When presented with large volumes of text there are a number of techniques when applying text analytics. I developed the DMA Model as a simple conceptual way to categorize the main types. Rules based or machine learning techniques can be used individually or together for each of these 3 areas:
This scenario occurs when the text analytics methods refer to the document (I use the term loosely as to what a document could be – from 200 page report to a Tweet). This may be classifying what the document is about, identifying the entities (Dates, People, Companies, Topics etc.) that occur in the document, the sentiment of the document, an automated summary of the document and so on. But the outputs of the process are document centric and tend to be ‘linguistic’ in nature even if machine learning was used to generate them. These classifications and extractions can be ‘written’ back into the document metadata. This is useful to support search & discovery, trend analysis, faceted browsing etc.
This scenario occurs when the text analytics methods refer to an entire corpus (of documents) in generally large volumes. Where the whole is greater than the sum of the parts (to quote Smuts). This model is statistical. Where word patterns (mostly complex word co-occurrence) is turned into a mathematical representation. It can be unsupervised (e.g. simple n-grams to transformer based Text embedding language models) or supervised (such as using the Stanford SQUaD Q&A training set). In Information Retrieval (IR) we have used statistical models such as TF-IDF (how important a word is to a document given its relative corpus frequency) for decades. With the emergence of deep learning methods, there are many more ‘types’ of statistical models we can build from our text to support question & answering, natural language generation, anomalies trends and other capabilities.
Concept Association Centric
This scenario occurs where our interest lies in associations between defined concepts and other things. It differs from document centric methods in that the whole corpus is used as its the concepts and their associations which are important, not the documents. It differs from model centric approaches in that it is not purely statistical and generally cannot be unsupervised as concepts need to be defined in some way. Concepts are modelled using either rules from a knowledge representation (taxonomy, ontology) and/or labelled examples and machine learning. Critically, it is not just the existence of these concepts or entities in text which is important, but the existence in association with other defined concepts and entities of interest.

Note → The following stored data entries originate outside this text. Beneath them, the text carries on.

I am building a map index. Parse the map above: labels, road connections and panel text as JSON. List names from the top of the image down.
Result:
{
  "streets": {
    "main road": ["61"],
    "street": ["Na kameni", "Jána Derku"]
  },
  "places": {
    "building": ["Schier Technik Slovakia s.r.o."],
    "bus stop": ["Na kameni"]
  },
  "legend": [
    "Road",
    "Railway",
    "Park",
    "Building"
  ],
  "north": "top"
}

The output is typically a Graph of nodes and edges (concepts and associations) which can be used to address a specific business question, support conversational assistants and search tools among other things.
There are obviously variants on these three conceptual models. I often get asked which is best? This is a bit like saying which do you prefer, a knife, fork or spoon? It depends on what you are doing and in some cases, you definitely need all three!